Lee Mullican (1919–1998) was an American painter whose works synthesized European Surrealism and American abstraction. He moved to San Francisco after WWII in 1947. Mullican’s experience as a topographer during the war instilled in him an admiration for the abstract patterns inherent in natural forms. In his paintings, he opted for clashing yet complementary colors, building images that were both serene and stimulating. His paintings are abstract and have a linear quality to them.During the 1950s, Mullican refined his signature use of the printer's knife to create his luminous and transcendental imagery. The artist’s style became more meditative and focused on the landscape. Mullican, along with Wolfgang Paalen and Gordon Onslow Ford, were known collectively as “the Dynaton.” This group of artists, named after the Greek word for “the possible,” acted as a bridge between the European Surrealist and American Abstract Expressionist schools. Disbanding shortly after their historic exhibition in 1951 at the San Francisco Museum of Modern Art, the Dynaton explored the subconscious mind, mysticism, automatism, and the influences of ancient cultures. Mullican remained true to these ideas, and went on to develop his own highly personal imagery, exploring the concept of awareness characterized by the meditative self, surrounded by the energy of the landscape and the cosmos. 

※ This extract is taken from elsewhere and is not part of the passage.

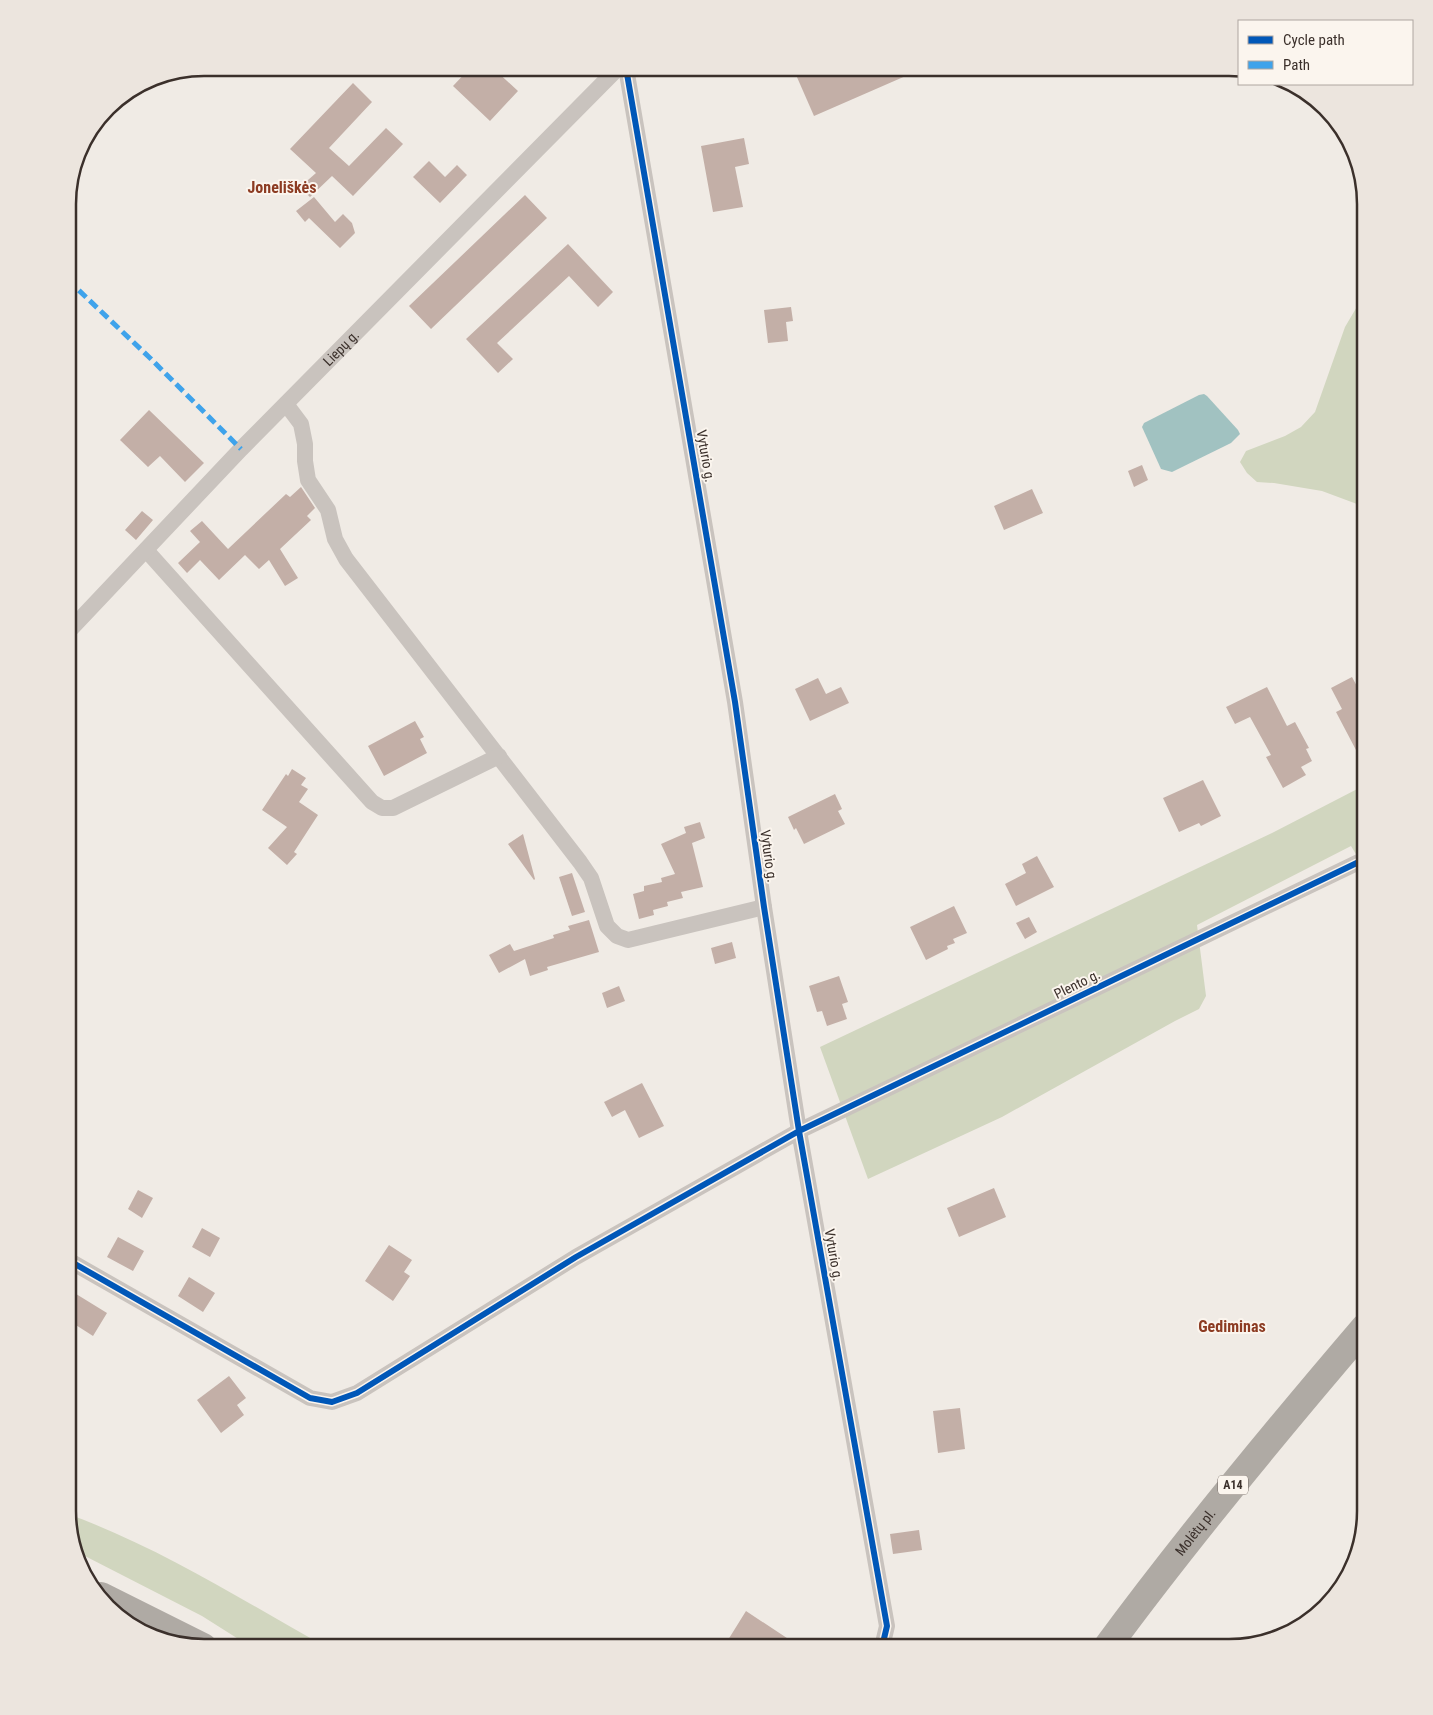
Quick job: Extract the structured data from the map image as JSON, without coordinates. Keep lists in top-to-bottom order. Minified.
{"streets":{"highway":["A14","Molėtų pl."],"street":["Liepų g.","Vyturio g.","Plento g."]},"crossings":[["Vyturio g.","Plento g."]],"districts":["Joneliškės","Gediminas"],"legend":["Cycle path","Path"]}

Mullican was a member of the UCLA School of the Arts and Architecture faculty from 1962 to 1990. In 2005, Los Angeles County Museum of Art organized a retrospective of fifty years of the artist’s work. Mullican’s works are included in the permanent collections of the Museum of Modern Art, New York, the San Francisco Museum of Art, the Metropolitan Museum of Art, the Whitney Museum of American Art, the Museum of Contemporary Art, Los Angeles, the Los Angeles County Museum of Art and the Whitney Museum of Modern Art, among others.